"The players today are much better than we were.... But there is
one thing that we could do better. We could pass the ball better
than they can now. Man, we used to pass that basketball around like
it was a hot potato."--Sam "Buck" Covington, former member of the
Washington Bruins
n a nation distinguished by a great black athletic heritage,
there is perhaps no sport that has felt the impact of African
American culture more than basketball. Most people assume that the
rise of black basketball was a fortuitous accident of the
inner-city playgrounds. In "Hot Potato, " Bob Kuska shows that it
was in fact a consciously organized movement with very specific
goals.
When Edwin Henderson introduced the game to Washington, D.C., in
1907, he envisioned basketball not as an end in itself but as a
public-health and civil-rights tool. Henderson believed that, by
organizing black athletics, including basketball, it would be
possible to send more outstanding black student athletes to excel
at northern white colleges and debunk negative stereotypes of the
race.

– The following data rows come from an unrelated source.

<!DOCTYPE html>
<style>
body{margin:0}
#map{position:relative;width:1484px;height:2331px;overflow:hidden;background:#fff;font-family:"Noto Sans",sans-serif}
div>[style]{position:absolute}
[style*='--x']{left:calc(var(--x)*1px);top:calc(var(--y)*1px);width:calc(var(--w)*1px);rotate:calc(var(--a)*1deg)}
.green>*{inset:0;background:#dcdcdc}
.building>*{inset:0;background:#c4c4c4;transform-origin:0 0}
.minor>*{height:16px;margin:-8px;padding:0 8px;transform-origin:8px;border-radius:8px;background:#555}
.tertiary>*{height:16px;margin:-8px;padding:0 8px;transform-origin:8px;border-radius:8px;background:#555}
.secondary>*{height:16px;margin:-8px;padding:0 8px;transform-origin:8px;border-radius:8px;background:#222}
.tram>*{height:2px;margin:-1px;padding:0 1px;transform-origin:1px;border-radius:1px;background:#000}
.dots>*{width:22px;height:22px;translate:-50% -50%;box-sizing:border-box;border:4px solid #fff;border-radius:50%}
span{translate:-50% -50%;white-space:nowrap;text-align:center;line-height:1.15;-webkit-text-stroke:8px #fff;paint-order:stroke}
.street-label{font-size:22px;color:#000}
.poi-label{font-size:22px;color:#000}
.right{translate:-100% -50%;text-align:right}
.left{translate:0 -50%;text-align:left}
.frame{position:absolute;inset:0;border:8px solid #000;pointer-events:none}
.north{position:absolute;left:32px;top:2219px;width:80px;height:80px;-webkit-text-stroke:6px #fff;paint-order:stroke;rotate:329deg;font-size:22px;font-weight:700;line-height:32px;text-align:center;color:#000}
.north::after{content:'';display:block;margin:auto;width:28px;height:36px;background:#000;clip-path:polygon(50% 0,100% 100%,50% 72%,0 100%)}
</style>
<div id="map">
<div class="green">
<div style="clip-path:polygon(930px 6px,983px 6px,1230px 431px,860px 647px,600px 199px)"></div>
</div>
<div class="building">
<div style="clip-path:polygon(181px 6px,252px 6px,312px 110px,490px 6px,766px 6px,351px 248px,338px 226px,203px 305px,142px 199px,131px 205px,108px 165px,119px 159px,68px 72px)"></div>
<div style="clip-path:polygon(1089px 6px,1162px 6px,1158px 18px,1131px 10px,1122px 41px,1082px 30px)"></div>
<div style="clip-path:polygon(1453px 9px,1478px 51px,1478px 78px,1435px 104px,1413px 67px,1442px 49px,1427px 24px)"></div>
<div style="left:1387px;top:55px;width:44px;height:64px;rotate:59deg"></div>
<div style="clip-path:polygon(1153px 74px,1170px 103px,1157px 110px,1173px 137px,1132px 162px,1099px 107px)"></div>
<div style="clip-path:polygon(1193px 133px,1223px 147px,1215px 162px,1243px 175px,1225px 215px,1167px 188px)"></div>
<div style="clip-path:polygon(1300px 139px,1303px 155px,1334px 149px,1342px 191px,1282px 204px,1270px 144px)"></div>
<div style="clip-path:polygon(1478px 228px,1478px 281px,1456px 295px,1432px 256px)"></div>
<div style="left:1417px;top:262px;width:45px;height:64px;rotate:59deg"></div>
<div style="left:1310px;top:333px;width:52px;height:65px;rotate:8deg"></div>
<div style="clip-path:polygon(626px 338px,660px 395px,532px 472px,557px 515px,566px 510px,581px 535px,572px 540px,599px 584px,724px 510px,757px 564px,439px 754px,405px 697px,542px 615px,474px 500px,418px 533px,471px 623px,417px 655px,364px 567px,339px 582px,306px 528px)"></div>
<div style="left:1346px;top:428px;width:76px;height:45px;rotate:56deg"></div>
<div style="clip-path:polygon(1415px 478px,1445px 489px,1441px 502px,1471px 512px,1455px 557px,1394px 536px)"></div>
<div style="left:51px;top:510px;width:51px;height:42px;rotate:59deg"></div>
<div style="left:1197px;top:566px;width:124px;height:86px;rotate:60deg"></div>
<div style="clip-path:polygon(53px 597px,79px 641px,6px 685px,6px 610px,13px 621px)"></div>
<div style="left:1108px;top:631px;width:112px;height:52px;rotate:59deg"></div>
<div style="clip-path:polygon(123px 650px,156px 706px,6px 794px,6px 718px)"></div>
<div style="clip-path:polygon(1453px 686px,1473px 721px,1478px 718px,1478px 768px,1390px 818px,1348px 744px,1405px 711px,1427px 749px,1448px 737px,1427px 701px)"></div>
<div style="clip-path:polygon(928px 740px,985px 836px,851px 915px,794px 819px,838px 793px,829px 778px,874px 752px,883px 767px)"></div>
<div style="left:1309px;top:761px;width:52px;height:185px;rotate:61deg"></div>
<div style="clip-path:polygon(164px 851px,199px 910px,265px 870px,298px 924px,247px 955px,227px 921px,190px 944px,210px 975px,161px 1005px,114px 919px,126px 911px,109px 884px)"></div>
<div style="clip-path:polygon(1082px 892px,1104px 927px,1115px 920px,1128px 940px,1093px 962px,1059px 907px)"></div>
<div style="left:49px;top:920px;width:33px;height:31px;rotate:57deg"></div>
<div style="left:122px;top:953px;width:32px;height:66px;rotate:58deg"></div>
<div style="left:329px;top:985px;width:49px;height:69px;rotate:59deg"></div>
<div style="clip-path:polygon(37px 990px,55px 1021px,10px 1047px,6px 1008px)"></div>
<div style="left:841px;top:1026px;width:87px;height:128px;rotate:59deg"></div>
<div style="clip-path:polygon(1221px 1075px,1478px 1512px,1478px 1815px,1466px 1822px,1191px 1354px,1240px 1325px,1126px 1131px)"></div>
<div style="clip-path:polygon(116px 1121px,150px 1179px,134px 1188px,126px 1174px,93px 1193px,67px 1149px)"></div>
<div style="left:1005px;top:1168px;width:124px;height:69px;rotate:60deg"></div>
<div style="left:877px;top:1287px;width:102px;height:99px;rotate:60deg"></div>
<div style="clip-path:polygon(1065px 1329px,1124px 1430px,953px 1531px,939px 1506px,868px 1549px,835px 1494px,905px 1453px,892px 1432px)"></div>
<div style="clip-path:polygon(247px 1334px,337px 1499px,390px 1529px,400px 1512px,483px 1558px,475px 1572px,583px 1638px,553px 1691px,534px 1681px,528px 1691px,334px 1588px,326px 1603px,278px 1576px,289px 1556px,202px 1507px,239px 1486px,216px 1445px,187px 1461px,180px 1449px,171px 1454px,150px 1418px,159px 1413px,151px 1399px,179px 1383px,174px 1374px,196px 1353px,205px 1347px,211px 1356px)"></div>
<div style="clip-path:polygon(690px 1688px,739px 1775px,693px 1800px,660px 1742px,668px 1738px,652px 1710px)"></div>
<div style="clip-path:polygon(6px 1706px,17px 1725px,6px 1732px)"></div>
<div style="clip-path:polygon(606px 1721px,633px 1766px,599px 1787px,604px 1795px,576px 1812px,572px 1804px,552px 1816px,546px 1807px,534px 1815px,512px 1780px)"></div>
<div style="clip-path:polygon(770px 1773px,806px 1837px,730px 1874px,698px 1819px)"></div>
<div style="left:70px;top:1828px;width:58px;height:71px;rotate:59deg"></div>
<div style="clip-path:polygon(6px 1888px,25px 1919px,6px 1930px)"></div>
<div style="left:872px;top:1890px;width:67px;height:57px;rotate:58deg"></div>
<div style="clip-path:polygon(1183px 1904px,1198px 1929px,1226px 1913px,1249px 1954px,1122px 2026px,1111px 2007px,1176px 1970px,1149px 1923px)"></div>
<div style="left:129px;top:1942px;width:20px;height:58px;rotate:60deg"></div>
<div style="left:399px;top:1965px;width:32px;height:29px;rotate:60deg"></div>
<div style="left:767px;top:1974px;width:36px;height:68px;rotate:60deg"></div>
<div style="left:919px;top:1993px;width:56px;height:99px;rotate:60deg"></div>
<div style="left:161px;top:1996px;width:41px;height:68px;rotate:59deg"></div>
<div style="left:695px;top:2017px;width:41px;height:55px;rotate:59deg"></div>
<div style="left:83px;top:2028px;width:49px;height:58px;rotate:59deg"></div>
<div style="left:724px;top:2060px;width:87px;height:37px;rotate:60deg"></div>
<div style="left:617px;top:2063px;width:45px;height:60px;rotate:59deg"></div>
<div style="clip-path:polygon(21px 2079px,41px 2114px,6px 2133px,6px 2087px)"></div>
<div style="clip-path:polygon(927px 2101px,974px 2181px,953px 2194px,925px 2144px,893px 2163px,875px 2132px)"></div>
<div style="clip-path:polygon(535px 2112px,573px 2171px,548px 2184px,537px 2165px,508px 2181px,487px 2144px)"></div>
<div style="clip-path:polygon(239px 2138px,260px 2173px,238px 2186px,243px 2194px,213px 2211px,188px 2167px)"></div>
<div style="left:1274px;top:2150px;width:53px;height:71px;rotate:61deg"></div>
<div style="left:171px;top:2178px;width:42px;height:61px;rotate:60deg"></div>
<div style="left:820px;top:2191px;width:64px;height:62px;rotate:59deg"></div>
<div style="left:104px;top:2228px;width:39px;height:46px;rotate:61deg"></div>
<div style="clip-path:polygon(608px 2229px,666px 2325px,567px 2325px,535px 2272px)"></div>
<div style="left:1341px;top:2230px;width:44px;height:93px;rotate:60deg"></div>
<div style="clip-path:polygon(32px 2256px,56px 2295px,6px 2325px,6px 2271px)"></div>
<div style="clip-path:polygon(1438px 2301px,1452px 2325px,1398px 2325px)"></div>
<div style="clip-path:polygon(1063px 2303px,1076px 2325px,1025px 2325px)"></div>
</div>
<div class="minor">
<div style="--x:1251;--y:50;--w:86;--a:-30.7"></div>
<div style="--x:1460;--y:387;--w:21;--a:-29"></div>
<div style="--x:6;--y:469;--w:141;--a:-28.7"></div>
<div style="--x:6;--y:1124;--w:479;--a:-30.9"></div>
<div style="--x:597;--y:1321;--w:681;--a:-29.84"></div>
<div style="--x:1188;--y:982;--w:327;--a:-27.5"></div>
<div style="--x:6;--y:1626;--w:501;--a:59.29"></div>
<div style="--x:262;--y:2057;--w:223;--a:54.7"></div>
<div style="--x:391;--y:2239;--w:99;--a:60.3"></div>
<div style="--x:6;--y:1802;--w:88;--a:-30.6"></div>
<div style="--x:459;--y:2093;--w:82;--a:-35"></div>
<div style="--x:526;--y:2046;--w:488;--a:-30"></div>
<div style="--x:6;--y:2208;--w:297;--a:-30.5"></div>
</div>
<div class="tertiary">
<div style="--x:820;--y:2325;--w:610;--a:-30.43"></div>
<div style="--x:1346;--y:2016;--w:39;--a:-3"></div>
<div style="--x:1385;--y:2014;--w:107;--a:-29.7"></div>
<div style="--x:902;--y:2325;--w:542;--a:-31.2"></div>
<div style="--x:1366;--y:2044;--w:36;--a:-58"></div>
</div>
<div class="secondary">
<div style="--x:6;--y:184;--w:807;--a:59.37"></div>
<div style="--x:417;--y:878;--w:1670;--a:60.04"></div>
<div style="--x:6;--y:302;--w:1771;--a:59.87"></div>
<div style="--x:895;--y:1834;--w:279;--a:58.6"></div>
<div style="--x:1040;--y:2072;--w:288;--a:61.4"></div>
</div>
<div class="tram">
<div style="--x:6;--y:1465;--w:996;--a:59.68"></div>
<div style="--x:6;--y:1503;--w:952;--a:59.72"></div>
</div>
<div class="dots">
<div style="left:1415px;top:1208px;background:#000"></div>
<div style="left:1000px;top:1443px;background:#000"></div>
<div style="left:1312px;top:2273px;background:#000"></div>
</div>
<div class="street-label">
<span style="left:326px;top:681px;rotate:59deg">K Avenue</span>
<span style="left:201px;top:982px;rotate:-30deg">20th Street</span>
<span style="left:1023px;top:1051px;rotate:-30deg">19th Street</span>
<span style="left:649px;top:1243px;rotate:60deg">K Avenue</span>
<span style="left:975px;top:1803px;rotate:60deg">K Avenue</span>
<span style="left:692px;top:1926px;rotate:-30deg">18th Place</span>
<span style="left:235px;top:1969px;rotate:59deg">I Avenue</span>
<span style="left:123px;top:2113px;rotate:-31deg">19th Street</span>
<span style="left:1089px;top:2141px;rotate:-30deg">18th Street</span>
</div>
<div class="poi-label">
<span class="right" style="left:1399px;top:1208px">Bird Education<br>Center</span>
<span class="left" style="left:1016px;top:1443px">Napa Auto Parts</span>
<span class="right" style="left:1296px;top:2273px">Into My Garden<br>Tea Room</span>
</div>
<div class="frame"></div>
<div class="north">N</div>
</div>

He reasoned that in sports, unlike politics and business, the
black race would get a fair chance to succeed. Henderson chose
basketball as his marquee sport, and he soon found that the game
was a big hit on Washington's segregated U Street. Almost
simultaneously, black basketball was catching on quickly in New
York, and the book establishes that these two cities served as the
birthplace of the black game.
"Hot Potato" chronicles the many successes and failures of the
early years of black amateur basketball. It also recounts the
emergence of black college basketball in America, documenting the
origins of the Colored Intercollegiate Athletic Association, or
CIAA, which would become the Big Ten of black collegiate
sports.
The book also details for the first time the rise of black
professional basketball in America, with a particular emphasis on
the New York Renaissance, a team considered by experts to be as
important in the development of black basketball as the Harlem
Globetrotters. Kuska recounts the Renaissance's first victory over
the white world champion Original Celtics in 1925, and he evaluates
the significance of this win in advancing equality in American
sports. By the late 1920s, the Renaissance became one of the
sport's top draws in white and black America alike, setting the
stage for the team's undisputed world championship in 1939. As
Edwin Henderson had hoped--and as any fan of the modern-day game
can tell you--the triumphs certainly did not end there.